Effectively captures both low-level textures and high-level context

Abstract

Most existing text recognition methods are trained on large-scale synthetic datasets due to the scarcity of labeled real-world datasets. Synthetic images, however, cannot faithfully reproduce real-world scenarios, such as uneven illumination, irregular layout, occlusion, and degradation, resulting in performance disparities when handling complex real-world images. Recent self-supervised learning techniques, notably contrastive learning and masked image modeling (MIM), narrow this domain gap by exploiting unlabeled real text images. This study first analyzes the original Masked AutoEncoder (MAE) and observes that random patch masking predominantly captures low-level textural features but misses high-level contextual representations. To fully exploit the high-level contextual representations, we introduce random blockwise and span masking in the text recognition task.
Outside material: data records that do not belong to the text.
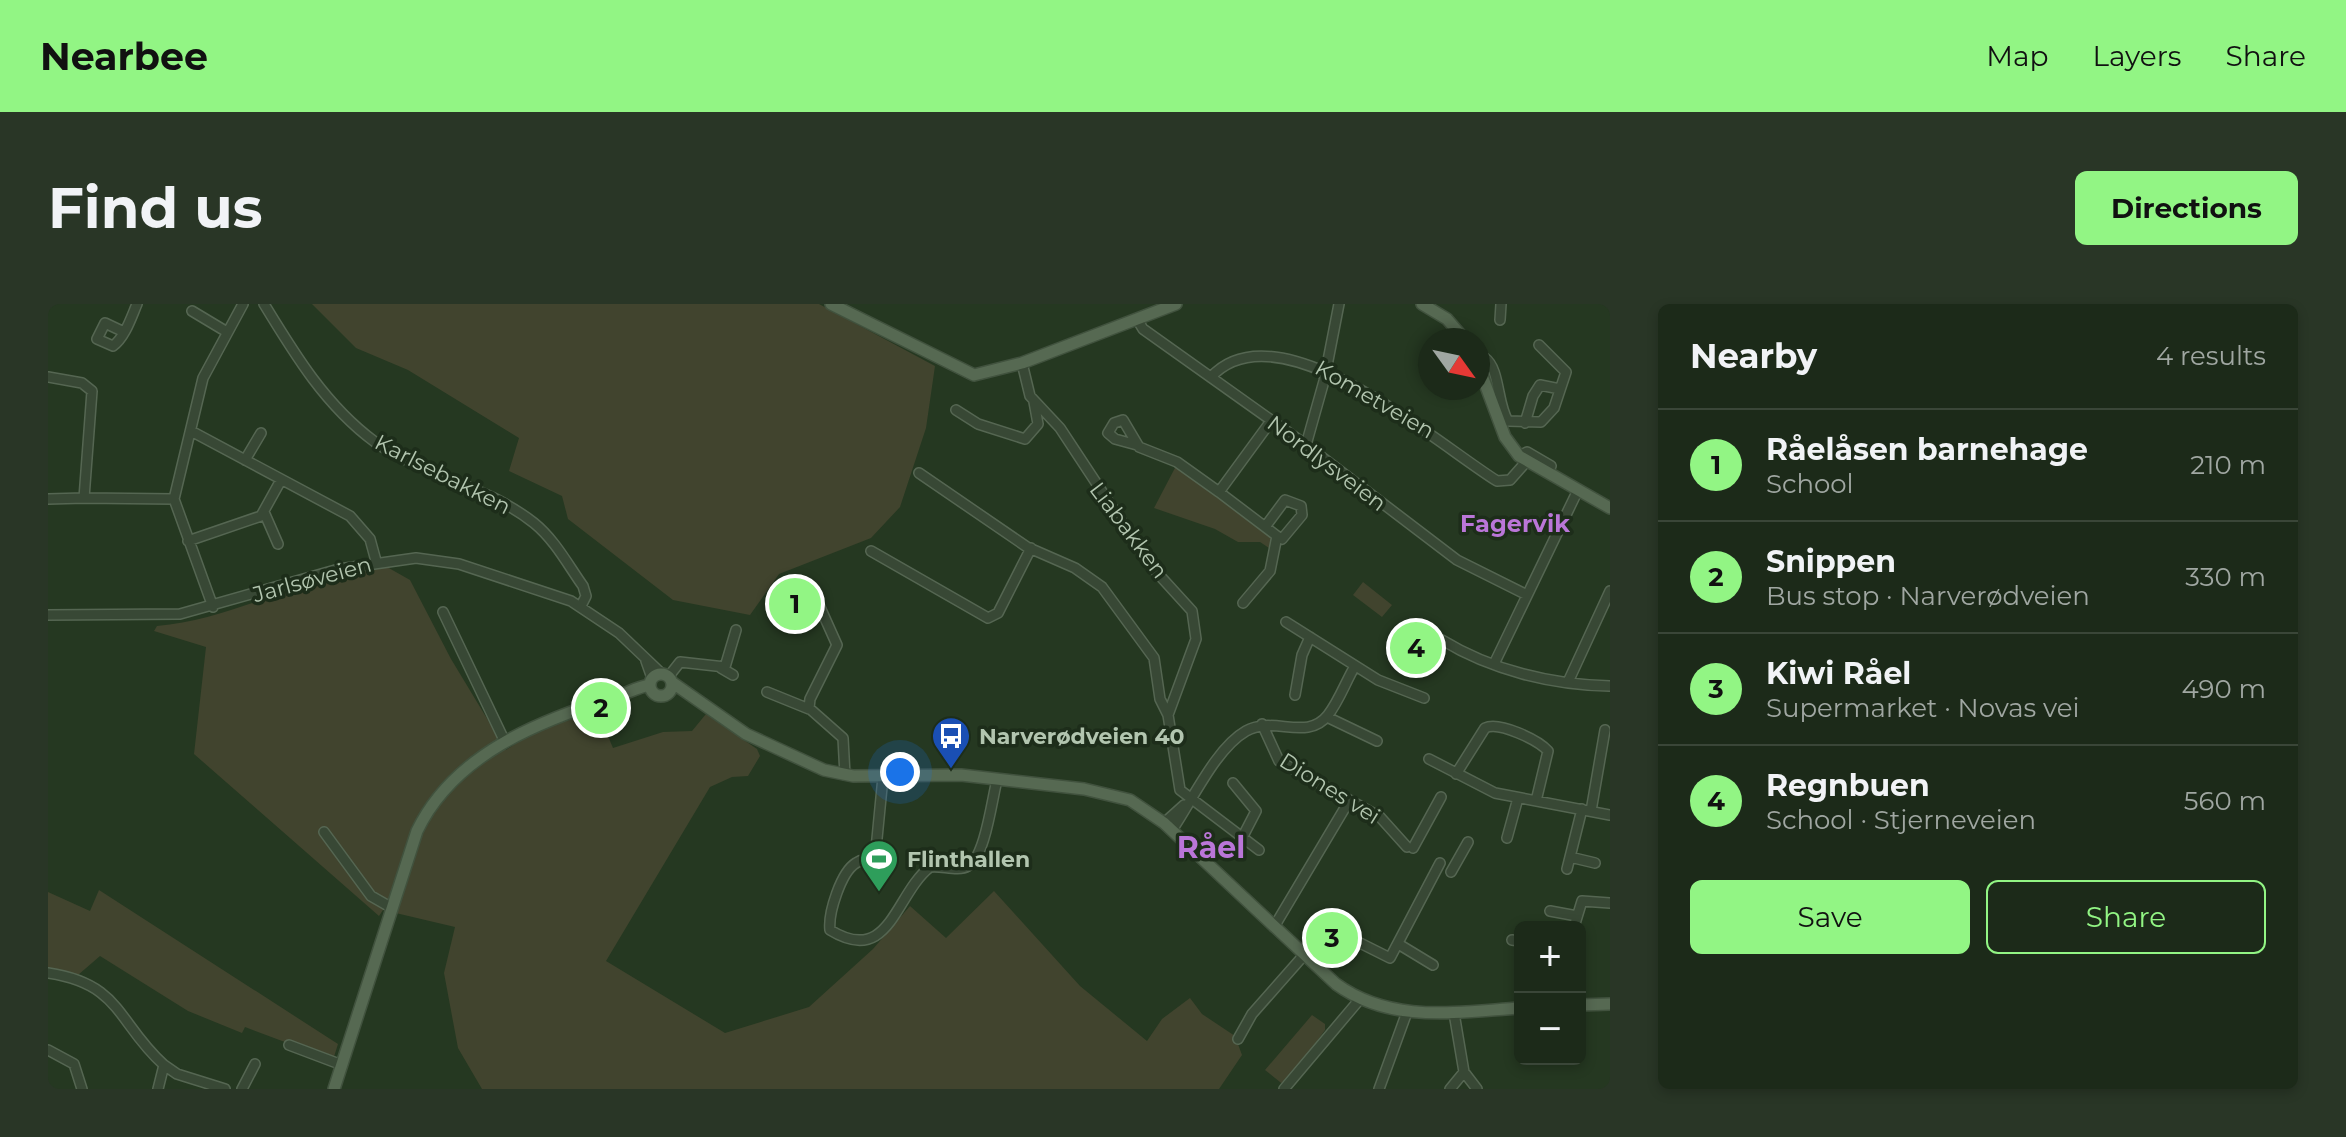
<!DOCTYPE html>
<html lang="en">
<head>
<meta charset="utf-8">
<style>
	:root { --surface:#1c2a19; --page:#293626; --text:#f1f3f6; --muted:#a0a7a2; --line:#3a4638; --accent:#92f584 }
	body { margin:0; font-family:Montserrat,sans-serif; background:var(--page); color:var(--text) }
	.controls { position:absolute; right:24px; bottom:24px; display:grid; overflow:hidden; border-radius:12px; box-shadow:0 4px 12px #0003 }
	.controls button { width:72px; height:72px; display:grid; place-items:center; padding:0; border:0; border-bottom:2px solid var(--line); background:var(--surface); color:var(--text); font:40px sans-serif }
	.compass { position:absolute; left:1370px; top:24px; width:72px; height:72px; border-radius:50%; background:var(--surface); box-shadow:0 4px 12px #0003; rotate:123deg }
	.you { position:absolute; left:852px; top:468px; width:28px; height:28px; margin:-20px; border:6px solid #fff; border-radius:50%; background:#1a73e8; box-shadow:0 0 0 12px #1a73e833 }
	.badge { display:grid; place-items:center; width:52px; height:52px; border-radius:50%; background:var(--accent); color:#111; font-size:26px; font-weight:700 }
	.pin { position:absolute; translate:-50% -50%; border:4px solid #fff; box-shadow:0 2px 8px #0006 }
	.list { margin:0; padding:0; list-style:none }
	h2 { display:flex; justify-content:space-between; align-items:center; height:104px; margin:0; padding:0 32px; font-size:34px }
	h2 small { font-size:26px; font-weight:400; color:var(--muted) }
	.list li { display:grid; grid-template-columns:52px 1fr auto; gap:24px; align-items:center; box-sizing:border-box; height:112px; padding:0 32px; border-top:2px solid var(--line) }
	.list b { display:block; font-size:30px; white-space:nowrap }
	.list p { margin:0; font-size:26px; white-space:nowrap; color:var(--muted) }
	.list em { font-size:26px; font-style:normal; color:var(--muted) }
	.actions { display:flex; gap:16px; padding:24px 32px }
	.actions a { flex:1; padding:18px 0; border:2px solid var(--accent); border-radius:12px; text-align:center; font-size:28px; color:var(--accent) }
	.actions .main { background:var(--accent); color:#111 }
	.map { position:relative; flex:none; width:1562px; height:785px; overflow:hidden; border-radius:12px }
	header { display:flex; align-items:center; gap:48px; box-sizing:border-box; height:112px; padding:0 40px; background:var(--accent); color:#111 }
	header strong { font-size:38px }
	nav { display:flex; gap:44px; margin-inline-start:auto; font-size:28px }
	.intro { display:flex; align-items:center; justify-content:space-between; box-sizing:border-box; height:192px; padding:0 48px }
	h1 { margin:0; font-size:56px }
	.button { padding:20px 36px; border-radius:12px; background:var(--accent); color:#111; font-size:28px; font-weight:700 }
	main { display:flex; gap:48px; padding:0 48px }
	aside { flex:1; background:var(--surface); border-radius:12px; box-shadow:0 4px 12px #0003 }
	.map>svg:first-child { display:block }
	.green { fill:#41442e }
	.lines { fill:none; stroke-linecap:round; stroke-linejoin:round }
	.minor-casing { stroke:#556652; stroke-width:12 }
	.major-casing { stroke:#41523e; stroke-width:14 }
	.minor { stroke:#384835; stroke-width:9 }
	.major { stroke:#566952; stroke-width:11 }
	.labels { text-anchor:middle; stroke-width:7; stroke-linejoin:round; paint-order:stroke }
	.street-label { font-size:22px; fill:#b2c5af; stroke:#1d2d1a }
	.poi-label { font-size:22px; font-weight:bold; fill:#b2c5af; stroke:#1d2d1a; text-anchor:start }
	.neighbourhood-label { font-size:24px; font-weight:bold; fill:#ba76d8; stroke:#1d2d1a }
	.district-label { font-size:30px; font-weight:bold; fill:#ba76d8; stroke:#1d2d1a }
</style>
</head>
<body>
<header>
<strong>Nearbee</strong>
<nav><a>Map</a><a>Layers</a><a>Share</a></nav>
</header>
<div class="intro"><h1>Find us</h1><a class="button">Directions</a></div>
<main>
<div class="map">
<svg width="1562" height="785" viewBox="0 0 1562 785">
	<rect width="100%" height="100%" fill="#253821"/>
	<path class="green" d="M264,0H771L887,62L878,124L852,203L823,234L731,270L702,311L625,296L520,215L514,192L461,167L471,134L360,66L308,44Z
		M1128,162L1226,232L1224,246L1212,238H1190L1167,225L1106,204Z
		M339,263L362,276L403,355L458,446L482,430L549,406L565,444L615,428L644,427L658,410L709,445L712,452L700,472L684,473L662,483L558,657L677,729L761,703L825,645L862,602L898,634L946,587L1032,682L1099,737L1114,715L1142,694L1154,710L1187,732L1194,751L1171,785H434L410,744L396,669L407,623L335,606L331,612L146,450L158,343L106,327L109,322C189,315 259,269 339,263Z
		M1315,278L1344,301L1334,313L1305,291Z
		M51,586L290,740L285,756L197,723L194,729L140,707L52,652L30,671L0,665V588L42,607Z
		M1264,711L1277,720V726L1237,782L1217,766Z"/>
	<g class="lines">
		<g class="minor-casing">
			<path id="minor" d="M216,0C247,51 278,102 327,138C376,172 438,181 486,219C507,236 520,261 535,282L538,292L533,302
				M144,7L179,28
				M1089,15L1095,25L1258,141L1409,256L1479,291
				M1452,16L1453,0
				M76,28L57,19L49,35L65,42C77,33 83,14 89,0
				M1437,54C1452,65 1449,100 1460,117L1493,118L1506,104L1518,68L1491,41
				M974,59L982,92L1012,124L1103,262L1144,307L1148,335L1120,411L1132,486L1211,546
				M0,73L34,79L44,87L36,194L126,195
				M1163,73C1230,0 1388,139 1449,177L1462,176L1478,158
				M908,106L930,120L977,135L990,120L986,98
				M1477,119L1485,92L1492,81L1512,85
				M143,127L302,212L322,235L328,257
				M1089,141L1067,135L1060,129L1066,119L1075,116L1091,143L1129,158L1171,188L1223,117
				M1258,141L1276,77L1291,0
				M1471,152L1479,148L1503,162
				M197,156L213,129
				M871,169L979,243L1027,264L1054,283L1106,354L1112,395L1120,411
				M1171,188L1229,232L1234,235L1254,211L1253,202L1237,196L1217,223
				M0,195L36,194
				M216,208L230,240
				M140,237L213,212L233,176
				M823,247L940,314L950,309L983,244
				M767,292L789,341L762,395L761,404L795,434L797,471
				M1195,299L1222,267L1229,232
				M165,303L126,195L155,74L195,0
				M395,308L457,438
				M0,311L132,310L291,265L368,254L411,260L523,297L571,329L614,370
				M1238,318L1330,376L1376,394
				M1394,336C1443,366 1504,381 1562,382
				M598,357L604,374
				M1446,360L1530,186
				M673,364L685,371
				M621,372L632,358L677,363L688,326
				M1520,378L1562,287
				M719,388L761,405
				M1247,391L1254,351L1262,333
				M1279,413L1329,437
				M1214,420L1231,457L1332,513L1359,543
				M1381,455L1447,489L1562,511
				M1408,470L1437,424C1451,417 1490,436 1500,447L1488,497
				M835,473L827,555C820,555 814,555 808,559C793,568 780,609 782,626C842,663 847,590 882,563C893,561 910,568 920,562C937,554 944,495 949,476
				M1185,479L1208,507L1193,536
				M1543,507L1557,426
				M1116,519L1136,501
				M1124,526C1144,497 1168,444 1198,427C1225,411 1259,438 1280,411C1291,397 1298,377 1307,362
				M276,528L323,592L344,604
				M1459,534L1470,494
				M1365,544L1393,493
				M1522,553L1547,559
				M1519,565L1534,505
				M1403,568L1420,538
				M1502,607L1529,612
				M1226,623L1301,497
				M1526,623L1534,597L1562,599
				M1464,636L1472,637
				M1312,639L1342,654L1392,559
				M1352,641L1385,661
				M0,669C74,680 69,719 116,761L129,770L177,785
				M1406,709L1416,768L1429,785
				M1190,735L1204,710L1256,651
				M241,741L294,761
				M0,746L26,760L34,785
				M110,785L116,761
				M194,785L207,760
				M1236,785L1312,695
				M1331,785L1359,708
				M1402,785L1416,768"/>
		</g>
		<g class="major-casing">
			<path id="major" d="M783,0L926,71L974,59L1128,0
				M1374,0L1399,15L1417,36
				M1430,61L1457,133L1471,152L1562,204
				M602 381a11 11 0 1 1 22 0a11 11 0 1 1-22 0Z
				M625,379L698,430L776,466L805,472L913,471L1036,485L1082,496L1116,519L1288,680C1343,720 1409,708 1472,704
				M1532,701L1562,700
				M286,785L369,527C406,450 491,417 567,393C580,389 589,383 602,381"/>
		</g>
		<use href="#minor" class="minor"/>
		<use href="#major" class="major"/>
	</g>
	<defs>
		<g id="bus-pin" transform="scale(2)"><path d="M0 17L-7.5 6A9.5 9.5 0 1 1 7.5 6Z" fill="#1a4fb4" stroke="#1d2d1a"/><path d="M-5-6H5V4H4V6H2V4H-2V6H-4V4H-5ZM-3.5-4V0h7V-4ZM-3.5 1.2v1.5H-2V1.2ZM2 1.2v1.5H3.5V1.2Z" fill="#fff"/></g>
		<g id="stadium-pin" transform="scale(2)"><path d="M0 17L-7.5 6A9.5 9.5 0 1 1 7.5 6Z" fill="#2e9e5b" stroke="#1d2d1a"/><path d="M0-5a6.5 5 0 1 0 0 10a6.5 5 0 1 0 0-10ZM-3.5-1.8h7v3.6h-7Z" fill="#fff"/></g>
	</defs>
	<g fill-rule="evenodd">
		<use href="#bus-pin" x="903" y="432"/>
		<use href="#stadium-pin" x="831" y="555"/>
	</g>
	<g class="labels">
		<g class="street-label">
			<text transform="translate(1327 95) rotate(30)" y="8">Kometveien</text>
			<text transform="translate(1279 159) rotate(37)" y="8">Nordlysveien</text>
			<text transform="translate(395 170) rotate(27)" y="8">Karlsebakken</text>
			<text transform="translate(1081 226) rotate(53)" y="8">Liabakken</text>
			<text transform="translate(264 275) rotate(-15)" y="8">Jarlsøveien</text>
			<text transform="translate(1282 484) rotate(32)" y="8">Diones vei</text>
		</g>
		<g class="poi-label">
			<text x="931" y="440">Narverødveien 40</text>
			<text x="859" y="563">Flinthallen</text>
		</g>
		<g class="neighbourhood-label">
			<text x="1467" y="228">Fagervik</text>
		</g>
		<g class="district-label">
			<text x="1163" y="554">Råel</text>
		</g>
	</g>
</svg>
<div class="controls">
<button>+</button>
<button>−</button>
</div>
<svg class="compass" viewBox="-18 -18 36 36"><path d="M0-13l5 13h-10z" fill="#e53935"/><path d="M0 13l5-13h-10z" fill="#a0a7a2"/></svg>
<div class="you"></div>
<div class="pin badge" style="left:747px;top:300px">1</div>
<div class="pin badge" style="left:553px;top:404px">2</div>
<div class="pin badge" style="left:1284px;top:634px">3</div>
<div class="pin badge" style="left:1368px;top:344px">4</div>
</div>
<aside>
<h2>Nearby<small>4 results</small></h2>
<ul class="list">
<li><span class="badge">1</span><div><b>Råelåsen barnehage</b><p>School</p></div><em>210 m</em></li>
<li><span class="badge">2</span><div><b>Snippen</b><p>Bus stop · Narverødveien</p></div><em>330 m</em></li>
<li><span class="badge">3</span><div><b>Kiwi Råel</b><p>Supermarket · Novas vei</p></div><em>490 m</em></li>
<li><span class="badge">4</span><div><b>Regnbuen</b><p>School · Stjerneveien</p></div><em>560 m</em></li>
</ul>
<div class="actions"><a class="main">Save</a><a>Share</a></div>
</aside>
</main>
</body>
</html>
These strategies can mask the continuous image patches and completely remove some characters, forcing the model to infer relationships among characters within a word. Our Multi-Masking Strategy (MMS) integrates random patch, blockwise, and span masking into the MIM frame, which jointly learns low and high-level textual representations. After fine-tuning with real data, MMS outperforms the state-of-the-art self-supervised methods in various text-related tasks, including text recognition, segmentation, and text-image super-resolution.